Kleck assumes in his study that if uninjured crime victims used guns more often than injured crime victims, then that means that using a gun decreased their risk of injury. Nowhere does he even consider the obvious case that not only do robbers sometimes injure their victims to stop them from resisting, but people who prepare themselves to defend against crime are both more likely to get firearms for defence and are more likely to be more alert and prevent crime completion. It’s his failure to take these kinds of complex interactions into account (and the failure of the sociological journal peer reviewers to understand the problem) that make this study unworthy of publication in an actual criminological journal, and which enable him to reach the kinds of wild unfounded conclusions that he does.
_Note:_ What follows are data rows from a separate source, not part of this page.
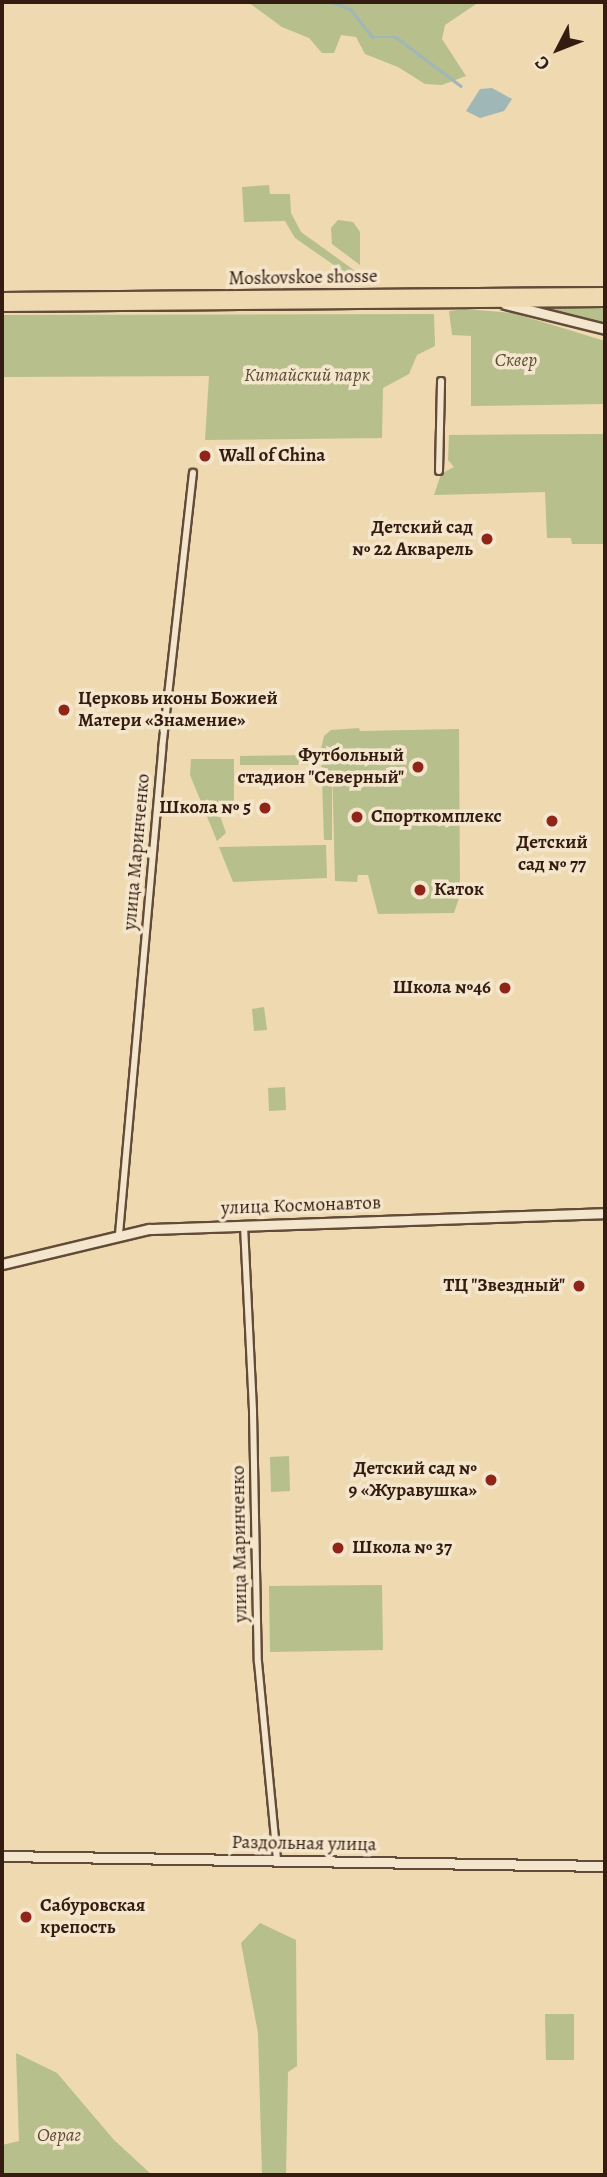 <!DOCTYPE html>
<html>
<head>
<meta charset="utf-8">
<style>
	body { margin:0 }
	#map { position:relative; width:607px; height:2177px; overflow:hidden; background:#eed9b0; font-family:Alegreya,serif }
	div>[style] { position:absolute }
	[style*='--x'] { left:calc(var(--x)*1px); top:calc(var(--y)*1px); width:calc(var(--w)*1px); rotate:calc(var(--a)*1deg) }
	.green>* { inset:0; background:#b7bf8c }
	.water>* { inset:0; background:#9fb7b7 }
	.stream>* { height:2.5px; margin:-1.25px; padding:0 1.25px; transform-origin:1.25px; border-radius:1.25px; background:#9fb7b7 }
	.roads { filter:drop-shadow(2px 0 #624b38) drop-shadow(-2px 0 #624b38) drop-shadow(0 2px #624b38) drop-shadow(0 -2px #624b38) }
	.minor>* { height:6px; margin:-3px; padding:0 3px; transform-origin:3px; border-radius:3px; background:#f4e6cc }
	.secondary>* { height:9px; margin:-4.5px; padding:0 4.5px; transform-origin:4.5px; border-radius:4.5px; background:#f4e6cc }
	.primary>* { height:10px; margin:-5px; padding:0 5px; transform-origin:5px; border-radius:5px; background:#eed9b0 }
	.dots>* { width:19px; height:19px; translate:-50% -50%; box-sizing:border-box; border:4px solid #f4e6cc; border-radius:50% }
	span { translate:-50% -50%; white-space:nowrap; text-align:center; line-height:1.15; -webkit-text-stroke:7px #f4e6cc; paint-order:stroke }
	.street-label { font-size:19px; color:#341c10 }
	.park-label { font-size:19px; color:#5b4d35; font-style:italic }
	.poi-label { font-size:19px; color:#341c10; font-weight:700 }
	.left { translate:0 -50%; text-align:left }
	.right { translate:-100% -50%; text-align:right }
	.frame { position:absolute; inset:0; border:4px solid #341c10; pointer-events:none }
	.north { position:absolute; left:523px; top:14px; width:70px; height:70px; -webkit-text-stroke:5px #f4e6cc; paint-order:stroke; rotate:228deg; font-size:19px; font-weight:700; line-height:28px; text-align:center; color:#341c10 }
	.north::after { content:''; display:block; margin:auto; width:24px; height:32px; background:#341c10; clip-path:polygon(50% 0,100% 100%,50% 72%,0 100%) }
</style>
</head>
<body>
<div id="map">
	<div class="green">
		<div style="clip-path:polygon(248px 2px,479px 2px,445px 25px,442px 39px,466px 76px,442px 85px,425px 84px,398px 67px,365px 54px,356px 37px,341px 35px,334px 53px,322px 53px,309px 38px,282px 27px)"></div>
		<div style="clip-path:polygon(269px 185px,270px 194px,290px 194px,291px 213px,301px 232px,358px 273px,344px 272px,295px 238px,285px 221px,244px 222px,242px 187px)"></div>
		<div style="clip-path:polygon(338px 220px,353px 222px,360px 232px,360px 265px,332px 244px,331px 228px)"></div>
		<div style="clip-path:polygon(605px 305px,605px 325px,530px 307px)"></div>
		<div style="clip-path:polygon(465px 309px,513px 313px,605px 341px,605px 404px,471px 406px,471px 336px,452px 335px,449px 311px)"></div>
		<div style="clip-path:polygon(434px 314px,435px 346px,417px 355px,409px 374px,383px 388px,382px 438px,205px 440px,209px 376px,2px 377px,2px 315px)"></div>
		<div style="clip-path:polygon(605px 434px,605px 544px,572px 544px,571px 538px,547px 538px,545px 492px,434px 495px,441px 474px,454px 467px,448px 460px,449px 435px)"></div>
		<div style="clip-path:polygon(359px 728px,360px 731px,459px 729px,460px 895px,454px 913px,378px 914px,368px 875px,358px 875px,357px 882px,335px 881px,332px 764px,332px 840px,324px 840px,321px 749px,324px 736px,331px 730px)"></div>
		<div style="clip-path:polygon(318px 755px,319px 765px,240px 765px,240px 756px)"></div>
		<div style="clip-path:polygon(191px 759px,234px 759px,234px 811px,218px 810px,226px 833px,217px 841px,190px 775px)"></div>
		<div style="clip-path:polygon(326px 845px,327px 878px,233px 882px,219px 847px)"></div>
		<div style="clip-path:polygon(264px 1007px,267px 1030px,254px 1031px,252px 1009px)"></div>
		<div style="clip-path:polygon(285px 1087px,286px 1110px,269px 1111px,268px 1088px)"></div>
		<div style="clip-path:polygon(289px 1456px,290px 1491px,271px 1492px,270px 1457px)"></div>
		<div style="clip-path:polygon(382px 1585px,383px 1650px,270px 1652px,269px 1586px)"></div>
		<div style="clip-path:polygon(260px 1923px,296px 1940px,297px 2066px,288px 2072px,286px 2175px,262px 2175px,258px 2033px,241px 1943px)"></div>
		<div style="clip-path:polygon(545px 2014px,574px 2014px,574px 2060px,546px 2060px)"></div>
		<div style="clip-path:polygon(16px 2053px,57px 2073px,114px 2140px,152px 2175px,2px 2175px,2px 2145px,19px 2141px)"></div>
	</div>
	<div class="water">
		<div style="clip-path:polygon(492px 88px,512px 99px,504px 111px,480px 118px,466px 111px,480px 89px)"></div>
	</div>
	<div class="stream">
		<div style="--x:332;--y:2;--w:19;--a:21"></div>
		<div style="--x:350;--y:9;--w:36;--a:51"></div>
		<div style="--x:373;--y:37;--w:23;--a:0"></div>
		<div style="--x:396;--y:37;--w:81;--a:37"></div>
	</div>
	<div class="roads">
		<div class="minor">
			<div style="--x:439;--y:471;--w:90;--a:-88.7"></div>
			<div style="--x:244;--y:1226;--w:186;--a:87.2"></div>
			<div style="--x:253;--y:1412;--w:250;--a:88.9"></div>
			<div style="--x:258;--y:1662;--w:200;--a:84.5"></div>
			<div style="--x:119;--y:1234;--w:487;--a:-84.9"></div>
			<div style="--x:162;--y:749;--w:278;--a:-83.6"></div>
		</div>
		<div class="secondary">
			<div style="--x:505;--y:304;--w:103;--a:14"></div>
			<div style="--x:2;--y:1264;--w:151;--a:-13.4"></div>
			<div style="--x:149;--y:1229;--w:456;--a:-2"></div>
			<div style="--x:2;--y:1856;--w:603;--a:0.95"></div>
		</div>
		<div class="primary">
			<div style="--x:2;--y:298;--w:603;--a:-0.48"></div>
			<div style="--x:2;--y:306;--w:603;--a:-0.48"></div>
		</div>
	</div>
	<div class="dots">
		<div style="left:205px;top:456px;background:#8f2418"></div>
		<div style="left:487px;top:539px;background:#8f2418"></div>
		<div style="left:64px;top:710px;background:#8f2418"></div>
		<div style="left:418px;top:767px;background:#8f2418"></div>
		<div style="left:265px;top:808px;background:#8f2418"></div>
		<div style="left:357px;top:817px;background:#8f2418"></div>
		<div style="left:552px;top:821px;background:#8f2418"></div>
		<div style="left:420px;top:890px;background:#8f2418"></div>
		<div style="left:505px;top:988px;background:#8f2418"></div>
		<div style="left:579px;top:1286px;background:#8f2418"></div>
		<div style="left:491px;top:1480px;background:#8f2418"></div>
		<div style="left:338px;top:1548px;background:#8f2418"></div>
		<div style="left:26px;top:1917px;background:#8f2418"></div>
	</div>
	<div class="street-label">
		<span style="left:303px;top:278px;rotate:-1deg">Moskovskoe shosse</span>
		<span style="left:137px;top:852px;rotate:-85deg">улица Маринченко</span>
		<span style="left:301px;top:1206px;rotate:-2deg">улица Космонавтов</span>
		<span style="left:240px;top:1544px;rotate:-91deg">улица Маринченко</span>
		<span style="left:304px;top:1844px;rotate:1deg">Раздольная улица</span>
	</div>
	<div class="park-label">
		<span style="left:516px;top:361px">Сквер</span>
		<span style="left:307px;top:376px">Китайский парк</span>
		<span style="left:59px;top:2136px">Овраг</span>
	</div>
	<div class="poi-label">
		<span class="left" style="left:219px;top:456px">Wall of China</span>
		<span class="right" style="left:473px;top:539px">Детский сад<br>№ 22 Акварель</span>
		<span class="left" style="left:78px;top:710px">Церковь иконы Божией<br>Матери «Знамение»</span>
		<span class="right" style="left:404px;top:767px">Футбольный<br>стадион "Северный"</span>
		<span class="right" style="left:251px;top:808px">Школа № 5</span>
		<span class="left" style="left:371px;top:817px">Спорткомплекс</span>
		<span style="left:552px;top:854px">Детский<br>сад № 77</span>
		<span class="left" style="left:434px;top:890px">Каток</span>
		<span class="right" style="left:491px;top:988px">Школа №46</span>
		<span class="right" style="left:565px;top:1286px">ТЦ "Звездный"</span>
		<span class="right" style="left:477px;top:1480px">Детский сад №<br>9 «Журавушка»</span>
		<span class="left" style="left:352px;top:1548px">Школа № 37</span>
		<span class="left" style="left:40px;top:1917px">Сабуровская<br>крепость</span>
	</div>
	<div class="frame"></div>
	<div class="north">С</div>
</div>
</body>
</html>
It would have been much more accurate than what you’ve written about Kellermann’s study, but I haven’t written something like the above. I have pointed out that Kleck failed to consider reverse causation or confounds, but I haven’t called his conclusions wild and unfounded or suggested that his study should not have been published. Tell me, Dan, do you consider Kleck’s study “unworthy of publication”, too? Or do you have a double standard?

Likewise, we’ve earlier discussed the problems with using the kind of mathematical analysis that Kellermann used to “separate out” the effects of the various factors examined when it comes to social factors that aren’t as easily separable as the model assumes.

Oh, really? And what is the statistical method of choice?

If you mean how would one separate out the various factors in order to come up with numbers that could be said to meaningfully capture what would happen if “all else were equal”, then honestly, I’m not sure if there is one. I don’t believe that you can do so. The best that could be done would be to break all the cases down into somewhat comparable groups and try to extract some meaning from each one, the results of which would only be applicable to that subgroup.

Good idea. They should have done stratified analyses with subgroups like males, domestic homicides, intruder homicides, gun homicides and so on. Oh hang on, they DID ask that didn’t they? Are you sure you have read the study?

I’m also dying to see you defend the claim that medical doctors can properly peer-review a paper which concentrates on criminological and social issues.

The proof of the pudding is in the eating. If a paper that does not consider reverse causation or control for confounds shows a failure of peer review then the NEJM passes,

…but not if we expect that proper peer review would result in a paper that doesn’t leave so many things inadequately account for as this one does.

The world is a complicated place. No matter how many factors are considered in a correlational study (in this study there were 35 factors considered) it is always possible to think of one more. This does not prove that there has been a failure of peer review. I do not claim that this study is conclusive or that it does not have limitations (to find out those limitations you should read the relevant section of the paper). It does need to be corroborated by follow-up studies. I think it would be more productive of you to propose a design for such a study than to assert that the Kellermann study is “unworthy of publication”.